## [Try it]
Your answer should be the lines from the one containing "Task: Convert this" through the final line below, copied exactly.

## [The records]
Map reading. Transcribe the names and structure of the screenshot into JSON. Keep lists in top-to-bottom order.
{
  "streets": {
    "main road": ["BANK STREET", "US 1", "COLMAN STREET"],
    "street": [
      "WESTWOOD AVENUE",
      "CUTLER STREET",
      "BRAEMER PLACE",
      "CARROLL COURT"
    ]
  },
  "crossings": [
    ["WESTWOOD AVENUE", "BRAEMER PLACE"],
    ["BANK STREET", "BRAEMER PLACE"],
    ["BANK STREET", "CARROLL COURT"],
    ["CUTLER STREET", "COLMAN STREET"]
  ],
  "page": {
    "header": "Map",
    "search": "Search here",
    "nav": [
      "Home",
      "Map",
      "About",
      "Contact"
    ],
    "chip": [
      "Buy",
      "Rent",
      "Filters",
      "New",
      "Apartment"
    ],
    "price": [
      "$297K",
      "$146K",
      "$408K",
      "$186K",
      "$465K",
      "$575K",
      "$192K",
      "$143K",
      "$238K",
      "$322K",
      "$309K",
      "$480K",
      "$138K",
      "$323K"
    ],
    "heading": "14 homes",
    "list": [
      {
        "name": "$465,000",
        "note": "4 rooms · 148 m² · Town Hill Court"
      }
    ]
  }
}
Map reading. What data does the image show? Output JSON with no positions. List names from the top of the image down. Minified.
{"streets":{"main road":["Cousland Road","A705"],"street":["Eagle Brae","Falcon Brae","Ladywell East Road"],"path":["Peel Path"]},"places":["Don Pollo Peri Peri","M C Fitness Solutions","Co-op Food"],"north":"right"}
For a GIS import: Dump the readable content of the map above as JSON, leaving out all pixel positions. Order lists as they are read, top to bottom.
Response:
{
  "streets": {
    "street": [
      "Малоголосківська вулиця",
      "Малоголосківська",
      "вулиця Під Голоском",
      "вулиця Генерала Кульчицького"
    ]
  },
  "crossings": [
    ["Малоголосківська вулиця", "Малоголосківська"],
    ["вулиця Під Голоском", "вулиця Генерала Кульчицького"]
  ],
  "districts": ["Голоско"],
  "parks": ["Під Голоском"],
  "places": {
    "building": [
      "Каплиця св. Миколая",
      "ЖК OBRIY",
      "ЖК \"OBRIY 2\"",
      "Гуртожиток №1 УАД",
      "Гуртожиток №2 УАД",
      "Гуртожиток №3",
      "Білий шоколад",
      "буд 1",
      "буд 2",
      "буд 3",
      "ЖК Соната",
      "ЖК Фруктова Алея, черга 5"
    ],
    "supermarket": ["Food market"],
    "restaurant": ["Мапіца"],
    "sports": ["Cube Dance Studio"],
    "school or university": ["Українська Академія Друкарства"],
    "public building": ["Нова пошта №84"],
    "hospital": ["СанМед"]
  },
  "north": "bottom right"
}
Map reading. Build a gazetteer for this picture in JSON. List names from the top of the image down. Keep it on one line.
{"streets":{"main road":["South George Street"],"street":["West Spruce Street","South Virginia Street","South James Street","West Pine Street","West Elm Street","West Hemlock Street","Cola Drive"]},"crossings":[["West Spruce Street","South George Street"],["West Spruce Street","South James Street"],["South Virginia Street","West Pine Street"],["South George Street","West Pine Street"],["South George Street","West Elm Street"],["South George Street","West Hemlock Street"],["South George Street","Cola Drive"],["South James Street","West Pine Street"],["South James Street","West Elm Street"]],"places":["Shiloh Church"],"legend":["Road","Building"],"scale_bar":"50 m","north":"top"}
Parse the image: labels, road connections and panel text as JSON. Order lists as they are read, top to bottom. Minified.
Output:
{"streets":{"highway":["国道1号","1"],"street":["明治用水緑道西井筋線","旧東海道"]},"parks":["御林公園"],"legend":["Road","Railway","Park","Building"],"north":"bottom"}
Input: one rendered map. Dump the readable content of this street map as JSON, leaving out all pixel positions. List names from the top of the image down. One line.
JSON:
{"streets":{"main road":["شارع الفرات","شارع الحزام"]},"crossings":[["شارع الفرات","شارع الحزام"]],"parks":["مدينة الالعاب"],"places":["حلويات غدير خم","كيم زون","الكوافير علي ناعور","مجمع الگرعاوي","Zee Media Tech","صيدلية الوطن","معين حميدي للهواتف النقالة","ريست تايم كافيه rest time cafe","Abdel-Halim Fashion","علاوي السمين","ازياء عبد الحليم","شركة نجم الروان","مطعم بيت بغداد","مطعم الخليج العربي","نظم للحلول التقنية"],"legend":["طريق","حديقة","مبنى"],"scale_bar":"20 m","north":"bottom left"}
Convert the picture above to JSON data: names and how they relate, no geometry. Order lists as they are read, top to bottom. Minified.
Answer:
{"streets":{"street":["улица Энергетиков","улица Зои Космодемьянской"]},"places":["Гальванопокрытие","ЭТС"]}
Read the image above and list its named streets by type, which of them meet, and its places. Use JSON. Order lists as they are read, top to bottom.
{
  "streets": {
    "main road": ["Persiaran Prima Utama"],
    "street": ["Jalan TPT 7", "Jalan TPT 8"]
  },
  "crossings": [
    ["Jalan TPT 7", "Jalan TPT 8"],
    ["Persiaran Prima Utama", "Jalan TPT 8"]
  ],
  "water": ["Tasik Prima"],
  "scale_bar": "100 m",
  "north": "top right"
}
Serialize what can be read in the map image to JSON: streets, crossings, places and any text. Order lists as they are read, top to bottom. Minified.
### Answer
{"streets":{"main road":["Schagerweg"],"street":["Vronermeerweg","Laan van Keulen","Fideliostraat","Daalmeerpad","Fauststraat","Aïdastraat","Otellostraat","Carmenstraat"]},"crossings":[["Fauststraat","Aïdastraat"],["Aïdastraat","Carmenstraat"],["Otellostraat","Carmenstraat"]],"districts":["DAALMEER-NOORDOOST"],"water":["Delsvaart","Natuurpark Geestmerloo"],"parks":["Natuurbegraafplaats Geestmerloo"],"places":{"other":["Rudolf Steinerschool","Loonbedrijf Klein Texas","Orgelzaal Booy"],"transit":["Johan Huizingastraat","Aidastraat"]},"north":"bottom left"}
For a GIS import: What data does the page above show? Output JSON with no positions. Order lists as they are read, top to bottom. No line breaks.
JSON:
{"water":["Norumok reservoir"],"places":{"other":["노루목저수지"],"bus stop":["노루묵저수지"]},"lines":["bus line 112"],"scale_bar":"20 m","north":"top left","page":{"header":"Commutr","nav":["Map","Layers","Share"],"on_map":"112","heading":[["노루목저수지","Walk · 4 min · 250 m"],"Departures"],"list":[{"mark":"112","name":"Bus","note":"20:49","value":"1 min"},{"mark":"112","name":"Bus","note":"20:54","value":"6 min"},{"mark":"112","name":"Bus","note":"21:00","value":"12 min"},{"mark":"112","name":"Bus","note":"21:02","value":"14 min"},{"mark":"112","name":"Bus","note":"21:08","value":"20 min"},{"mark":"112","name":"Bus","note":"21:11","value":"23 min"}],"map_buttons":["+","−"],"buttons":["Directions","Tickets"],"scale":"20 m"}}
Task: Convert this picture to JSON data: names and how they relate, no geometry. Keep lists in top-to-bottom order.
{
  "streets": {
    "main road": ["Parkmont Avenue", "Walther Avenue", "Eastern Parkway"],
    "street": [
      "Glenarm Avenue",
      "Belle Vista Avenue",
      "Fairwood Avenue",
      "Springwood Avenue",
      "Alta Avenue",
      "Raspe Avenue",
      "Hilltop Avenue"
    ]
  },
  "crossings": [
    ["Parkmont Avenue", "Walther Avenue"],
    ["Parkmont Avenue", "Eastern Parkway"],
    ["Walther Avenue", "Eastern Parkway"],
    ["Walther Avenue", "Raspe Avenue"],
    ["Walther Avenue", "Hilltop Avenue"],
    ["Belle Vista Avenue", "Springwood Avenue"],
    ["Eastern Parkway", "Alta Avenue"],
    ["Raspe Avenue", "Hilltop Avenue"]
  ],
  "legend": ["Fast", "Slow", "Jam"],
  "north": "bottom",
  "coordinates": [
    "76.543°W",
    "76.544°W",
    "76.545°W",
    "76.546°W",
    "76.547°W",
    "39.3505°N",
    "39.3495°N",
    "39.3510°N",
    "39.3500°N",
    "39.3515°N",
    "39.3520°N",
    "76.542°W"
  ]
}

## [Answer]
Task: Convert this picture to JSON data: names and how they relate, no geometry. Keep lists in top-to-bottom order.
{
  "streets": {
    "main road": ["Parkmont Avenue", "Walther Avenue", "Eastern Parkway"],
    "street": [
      "Glenarm Avenue",
      "Belle Vista Avenue",
      "Fairwood Avenue",
      "Springwood Avenue",
      "Alta Avenue",
      "Raspe Avenue",
      "Hilltop Avenue"
    ]
  },
  "crossings": [
    ["Parkmont Avenue", "Walther Avenue"],
    ["Parkmont Avenue", "Eastern Parkway"],
    ["Walther Avenue", "Eastern Parkway"],
    ["Walther Avenue", "Raspe Avenue"],
    ["Walther Avenue", "Hilltop Avenue"],
    ["Belle Vista Avenue", "Springwood Avenue"],
    ["Eastern Parkway", "Alta Avenue"],
    ["Raspe Avenue", "Hilltop Avenue"]
  ],
  "legend": ["Fast", "Slow", "Jam"],
  "north": "bottom",
  "coordinates": [
    "76.543°W",
    "76.544°W",
    "76.545°W",
    "76.546°W",
    "76.547°W",
    "39.3505°N",
    "39.3495°N",
    "39.3510°N",
    "39.3500°N",
    "39.3515°N",
    "39.3520°N",
    "76.542°W"
  ]
}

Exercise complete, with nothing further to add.